7

I'm using Pandas pivot_table function on a large dataset (10 million rows, 6 columns). As execution time is paramount, I try to speed up the process. Currently it takes around 8 secs to process the whole dataset which is way to slow and I hope to find alternatives to improve speed/performance.

My current Pandas pivot_table:

df_pivot = df_original.pivot_table(index="industry", columns = "months",
                    values = ["orders", "client_name"],
                    aggfunc ={"orders": np.sum, "client_name": pd.Series.nunique})
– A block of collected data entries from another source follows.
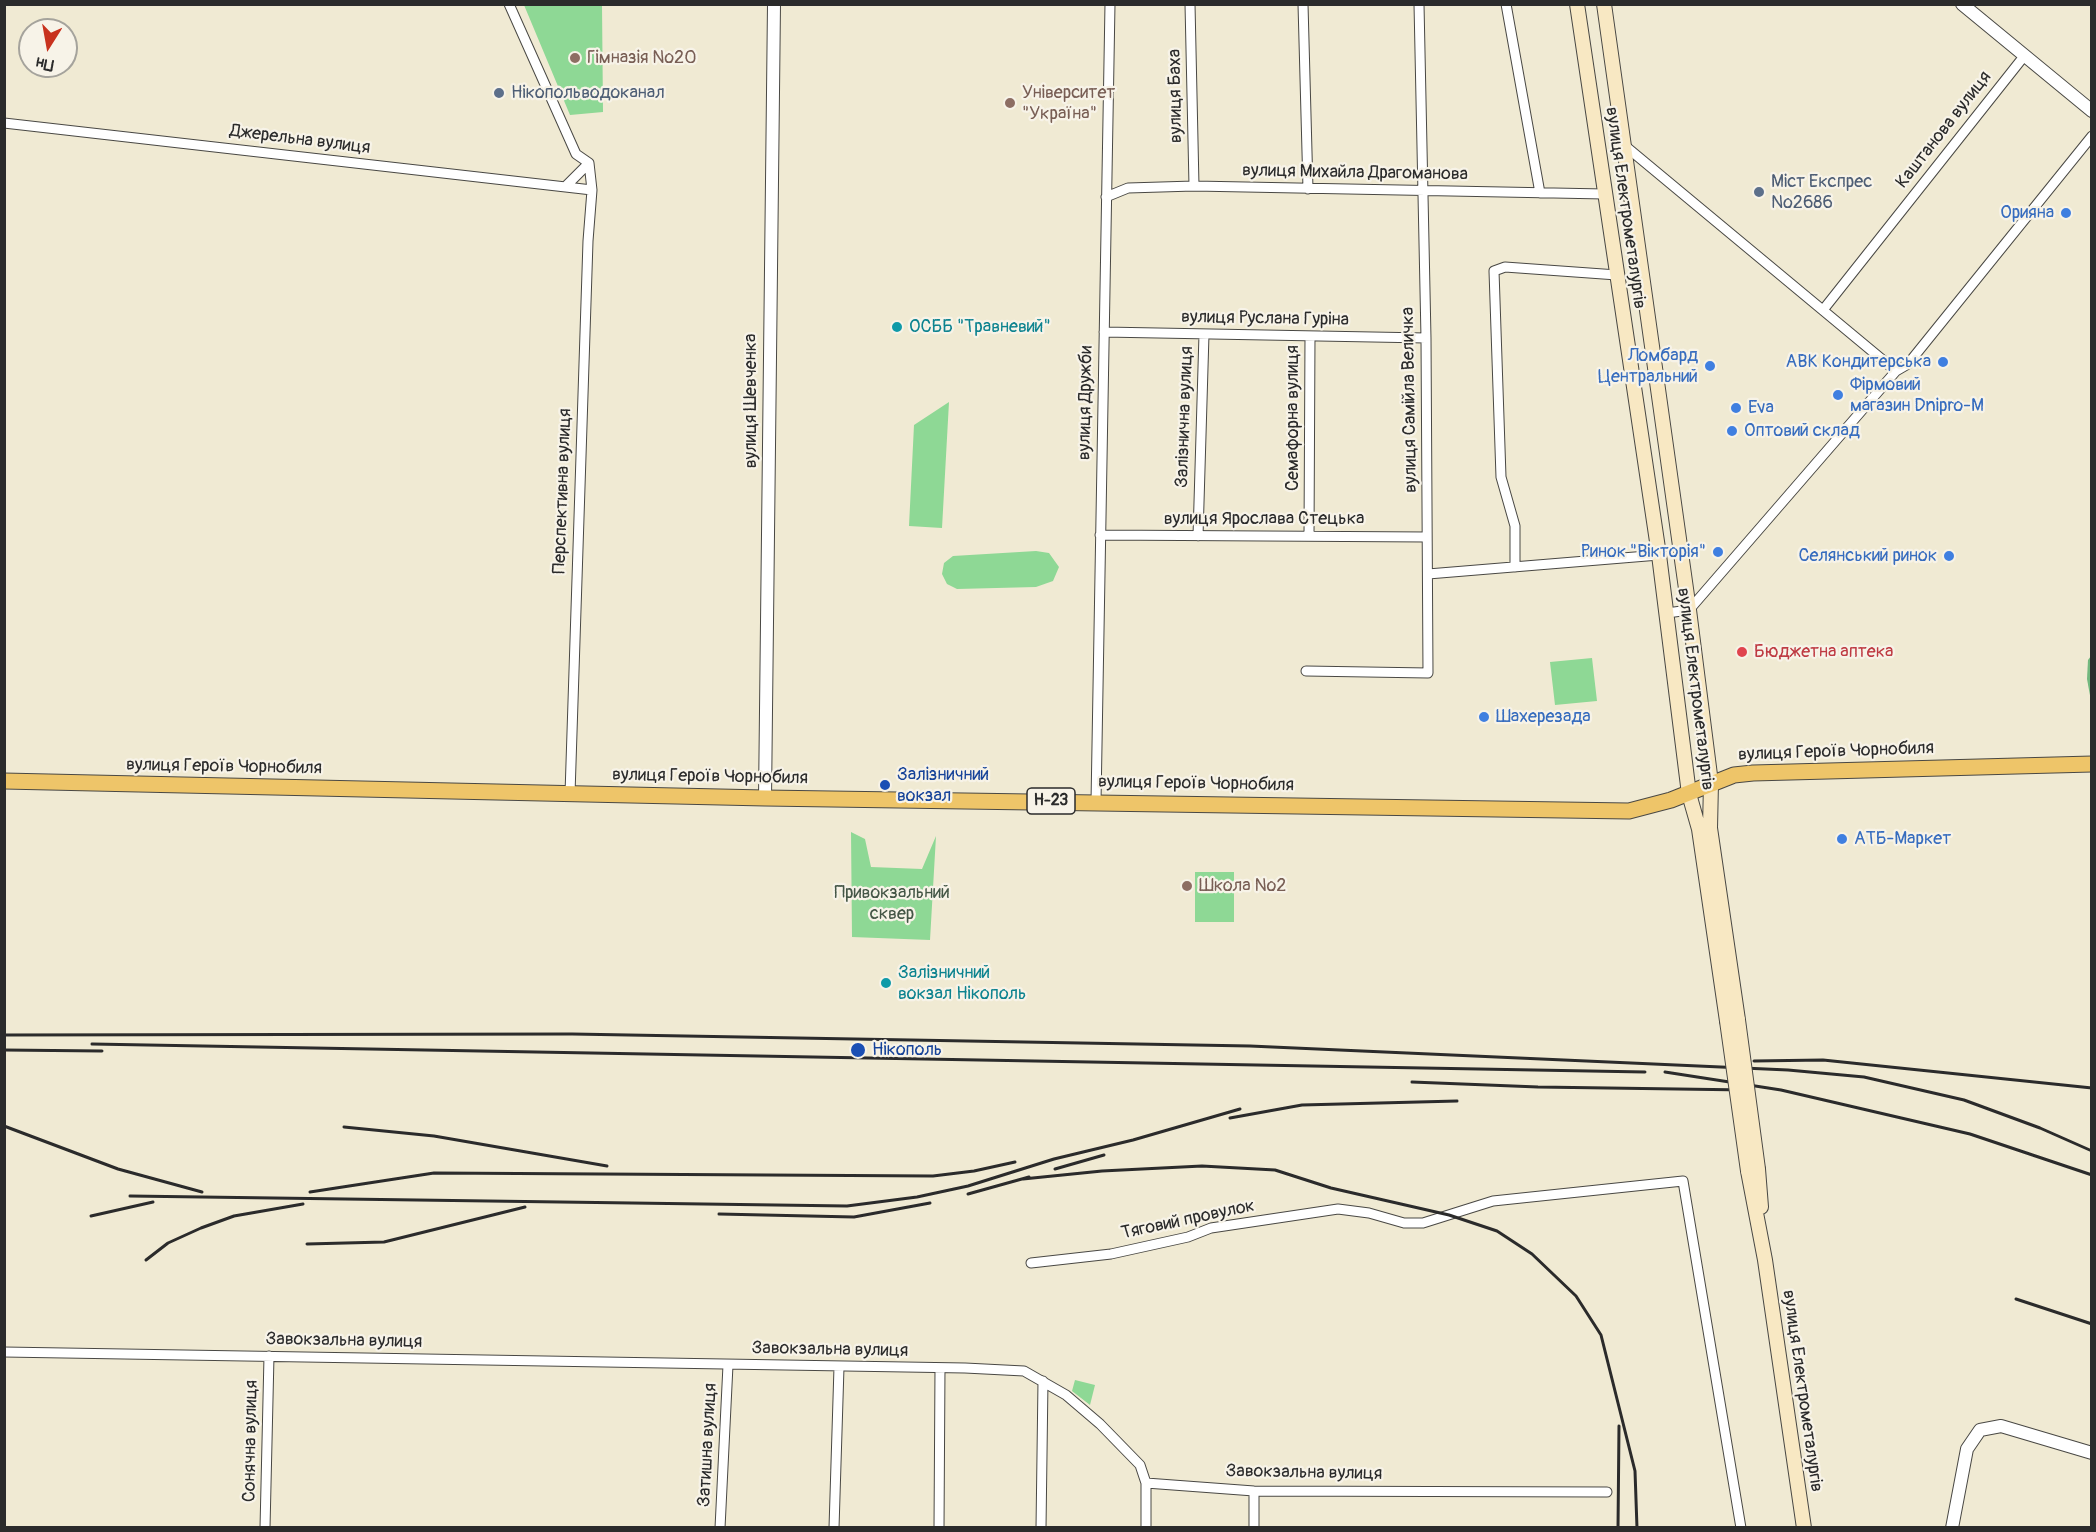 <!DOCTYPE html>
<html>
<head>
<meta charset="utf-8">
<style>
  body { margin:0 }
  #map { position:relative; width:2096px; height:1532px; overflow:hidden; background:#f0ead3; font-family:Pangolin,sans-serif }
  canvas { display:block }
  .frame { position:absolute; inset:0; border:6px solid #2b2b2b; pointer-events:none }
  .north { position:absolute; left:18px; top:18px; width:60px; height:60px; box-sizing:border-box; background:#f7f3e8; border:2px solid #a5a39c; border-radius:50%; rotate:191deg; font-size:16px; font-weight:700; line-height:24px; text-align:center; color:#2b2b2b }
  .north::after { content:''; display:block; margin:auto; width:21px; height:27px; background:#c8321e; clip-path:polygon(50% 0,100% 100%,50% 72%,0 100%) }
</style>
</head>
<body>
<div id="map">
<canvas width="2096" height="1532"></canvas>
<div class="frame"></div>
<div class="north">Пн</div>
</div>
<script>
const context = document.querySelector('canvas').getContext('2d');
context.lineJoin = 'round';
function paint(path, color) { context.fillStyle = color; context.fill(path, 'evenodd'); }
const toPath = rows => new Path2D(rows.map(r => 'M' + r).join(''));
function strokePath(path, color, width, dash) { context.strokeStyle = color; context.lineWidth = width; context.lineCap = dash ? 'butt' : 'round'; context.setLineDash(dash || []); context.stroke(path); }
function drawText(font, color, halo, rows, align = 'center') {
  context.font = font + ' Pangolin,sans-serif'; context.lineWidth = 4.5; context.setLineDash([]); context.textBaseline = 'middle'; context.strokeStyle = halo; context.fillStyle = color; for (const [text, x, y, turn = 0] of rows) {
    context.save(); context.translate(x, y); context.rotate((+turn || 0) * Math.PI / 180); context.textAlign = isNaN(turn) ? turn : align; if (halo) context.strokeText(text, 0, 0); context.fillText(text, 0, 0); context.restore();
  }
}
const green = toPath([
  [524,5,602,5,603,112,570,115],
  [949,402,942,528,909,526,914,425],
  [1036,551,1049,553,1059,567,1053,581,1036,587,957,589,947,584,942,574,944,563,953,556],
  [1592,658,1597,701,1555,705,1550,662],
  [851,832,865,839,871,867,922,869,936,836,930,940,852,937],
  [1195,872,1234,872,1234,922,1195,922],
  [1075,1380,1095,1385,1090,1405,1072,1391]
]);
const forest = toPath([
  [2091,656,2091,701,2087,679,2088,660]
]);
const minor = toPath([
  [509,4,576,154,589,163,592,190,588,241,570,794],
  [1190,4,1194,186],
  [1303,4,1308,189],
  [1506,4,1540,193],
  [4,123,592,190],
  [1624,145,1896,371],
  [565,187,589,163],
  [1106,197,1128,188,1194,186,1605,194],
  [1823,310,2025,55],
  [1104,332,1426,338],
  [1100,535,1427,537],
  [1198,536,1204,334],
  [1309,536,1310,336],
  [1515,567,1515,526,1501,477,1494,271,1505,267,1617,275],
  [1428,574,1659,555],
  [1667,613,1689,610,1896,371,1908,364,2092,136],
  [1306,671,1428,673,1426,338,1419,4],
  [1096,802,1110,4],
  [1031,1263,1111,1254,1188,1237,1211,1228,1338,1209,1369,1213,1404,1223,1423,1223,1493,1201,1683,1181,1741,1528],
  [4,1352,965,1368,1024,1371,1066,1395,1100,1424,1140,1465,1146,1483,1254,1491,1607,1492],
  [265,1528,269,1356],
  [720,1528,728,1365],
  [834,1528,839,1367],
  [939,1528,940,1368],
  [1041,1528,1043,1381],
  [1146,1528,1146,1483],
  [1254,1528,1254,1491]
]);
const tertiary = toPath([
  [1962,4,2092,111],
  [765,798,774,4],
  [1952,1528,1967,1449,1980,1430,2001,1426,2092,1453]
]);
const secondary = toPath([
  [1577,4,1659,555,1689,794,1699,829,1727,1021],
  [1604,4,1689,610,1711,783,1710,828,1738,1020],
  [1758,1169,1761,1207],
  [1748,1171,1765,1260,1804,1528]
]);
const primary = toPath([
  [4,781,765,798,1629,811,1671,800,1734,775,1753,773,2092,764]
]);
const rail = toPath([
  [4,1035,572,1034,1250,1046,1788,1070,1864,1077,1964,1100,2040,1128,2092,1151],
  [92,1044,1645,1072],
  [4,1050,102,1051],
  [1754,1061,1823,1060,2092,1088],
  [1665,1072,1781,1090,1970,1134,2092,1175],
  [1412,1082,1538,1087,1747,1090],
  [1230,1118,1302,1105,1457,1101],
  [4,1126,118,1169,202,1192],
  [344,1127,434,1136,607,1166],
  [1055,1169,1104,1155],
  [1023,1179,1102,1171,1202,1166,1275,1170,1331,1188,1449,1215,1497,1231,1532,1254,1576,1296,1601,1335,1635,1471,1637,1528],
  [310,1192,434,1173,933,1176,974,1171,1015,1162],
  [968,1194,1029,1177],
  [130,1196,847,1206,917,1197,968,1186,1054,1159,1133,1140,1240,1109],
  [719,1214,854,1217,930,1203],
  [91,1216,153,1202],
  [307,1244,384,1242,525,1207],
  [146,1260,168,1243,201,1228,234,1216,303,1204],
  [2016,1299,2092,1324],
  [1618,1528,1619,1426]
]);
const secondaryBridge = toPath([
  [1738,1020,1758,1169],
  [1727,1021,1748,1171]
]);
const markers = [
  [575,58,6,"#8d6e63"],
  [499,93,6,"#5c6f8a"],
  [1010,103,6,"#8d6e63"],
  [1759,192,6,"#5c6f8a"],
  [2066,213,6,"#3f7fe0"],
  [897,327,6,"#0f9aa8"],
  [1943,362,6,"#3f7fe0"],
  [1710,366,6,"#3f7fe0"],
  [1838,395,6,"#3f7fe0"],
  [1736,408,6,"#3f7fe0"],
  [1732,431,6,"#3f7fe0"],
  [1718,552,6,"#3f7fe0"],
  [1949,556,6,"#3f7fe0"],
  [1742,652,6,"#e0444e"],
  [1484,717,6,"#3f7fe0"],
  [885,785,6,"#1a4fb4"],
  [1842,839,6,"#3f7fe0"],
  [1187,886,6,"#8d6e63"],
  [886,983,6,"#0f9aa8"],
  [858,1050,8,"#1a4fb4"]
];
const shields = [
  [1051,801,48]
];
const shieldNames = [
  ["Н-23",1051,801]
];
const educationNames = [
  ["Гімназія №20",587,58],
  ["Університет",1022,93],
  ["\"Україна\"",1022,114],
  ["Школа №2",1199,886]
];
const serviceNames = [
  ["Нікопольводоканал",511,93],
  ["Міст Експрес",1771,182],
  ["№2686",1771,203]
];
const streetNames = [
  ["вулиця Баха",1176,96,-91],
  ["Каштанова вулиця",1944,130,-52],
  ["Джерельна вулиця",300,140,7],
  ["вулиця Михайла Драгоманова",1355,173,1],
  ["вулиця Електрометалургів",1625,208,82],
  ["вулиця Руслана Гуріна",1265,319,1],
  ["вулиця Самійла Величка",1410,400,-91],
  ["вулиця Шевченка",751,401,-90],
  ["вулиця Дружби",1086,403,-89],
  ["Залізнична вулиця",1185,417,-88],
  ["Семафорна вулиця",1293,418,-90],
  ["Перспективна вулиця",563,491,-88],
  ["вулиця Ярослава Стецька",1264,519],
  ["вулиця Електрометалургів",1695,689,83],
  ["вулиця Героїв Чорнобиля",1836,752,-2],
  ["вулиця Героїв Чорнобиля",224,767,1],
  ["вулиця Героїв Чорнобиля",710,777,1],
  ["вулиця Героїв Чорнобиля",1196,784,1],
  ["Тяговий провулок",1188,1220,-12],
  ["Завокзальна вулиця",344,1341,1],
  ["Завокзальна вулиця",830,1350,1],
  ["вулиця Електрометалургів",1802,1391,82],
  ["Сонячна вулиця",251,1441,-89],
  ["Затишна вулиця",708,1445,-87],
  ["Завокзальна вулиця",1304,1473,1]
];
const shopNames = [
  ["Орияна",2054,213],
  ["Ломбард",1698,356],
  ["Центральний",1698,377],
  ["АВК Кондитерська",1931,362],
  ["Фірмовий",1850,385,"left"],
  ["магазин Dnipro-M",1850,406,"left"],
  ["Eva",1748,408,"left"],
  ["Оптовий склад",1744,431,"left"],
  ["Ринок \"Вікторія\"",1706,552],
  ["Селянський ринок",1937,556],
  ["Шахерезада",1496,717,"left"],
  ["АТБ-Маркет",1854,839,"left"]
];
const cultureNames = [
  ["ОСББ \"Травневий\"",909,327],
  ["Залізничний",898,973],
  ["вокзал Нікополь",898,994]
];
const healthNames = [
  ["Бюджетна аптека",1754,652]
];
const transitNames = [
  ["Залізничний",897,775],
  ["вокзал",897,796],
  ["Нікополь",872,1050]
];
const parkNames = [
  ["Привокзальний",892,893],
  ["сквер",892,914]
];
paint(green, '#8ed895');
paint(forest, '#72b87e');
strokePath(minor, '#494844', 11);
strokePath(tertiary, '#494844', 14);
strokePath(secondary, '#494844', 16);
strokePath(primary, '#494844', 17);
strokePath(minor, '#fff', 9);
strokePath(tertiary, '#fff', 12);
strokePath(secondary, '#f8e8c3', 14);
strokePath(primary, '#eec569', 15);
strokePath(rail, '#2b2b2b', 3);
strokePath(secondaryBridge, '#494844', 16, []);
strokePath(secondaryBridge, '#f8e8c3', 14);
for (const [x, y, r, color] of markers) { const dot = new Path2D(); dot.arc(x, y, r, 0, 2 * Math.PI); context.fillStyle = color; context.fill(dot); strokePath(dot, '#f7f3e8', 2); }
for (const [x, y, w] of shields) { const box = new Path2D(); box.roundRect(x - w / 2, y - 13, w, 26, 4.5); context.fillStyle = '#f7f3e8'; context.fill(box); strokePath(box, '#2b2b2b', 1.5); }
drawText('bold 16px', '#2b2b2b', null, shieldNames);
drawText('18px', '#785e54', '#f7f3e8', educationNames, 'left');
drawText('18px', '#4e5e75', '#f7f3e8', serviceNames, 'left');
drawText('18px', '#2b2b2b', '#f7f3e8', streetNames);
drawText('18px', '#366cbe', '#f7f3e8', shopNames, 'right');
drawText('18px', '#0d838f', '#f7f3e8', cultureNames, 'left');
drawText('18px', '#be3a42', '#f7f3e8', healthNames, 'left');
drawText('18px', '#164399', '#f7f3e8', transitNames, 'left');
drawText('18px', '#445646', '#f7f3e8', parkNames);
</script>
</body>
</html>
df_original includes all the data (10m rows, imported from a csv). Industry is the client's industry, months are the order months (Jan to Dec), orders are the number of orders. All data was converted to categorical data, except number of orders (int datatype). Originally industry, months and client_name were strings.

I tried using pandas.DataFrame.unstack - which was even slower. Also I experimented with Dask. The dask pivot_table yielded some improvement (6 sec execution time - so 2 sec less). However, it is still pretty slow. Are there any faster alternatives (for large datasets)? Maybe recreation of the pivot table with groupy, crosstab, ... Unfortunately, I did not get the alternatives to work at all and I am still quite new to Python and Pandas... Looking forward to your suggestions. Thanks in advance!

Update:

I figured out the groupby way with:

df_new = df_original.groupby(["months", "industry"]).agg({"orders": np.sum, "client_name": pd.Series.nunique}).unstack(level="months").fillna(0)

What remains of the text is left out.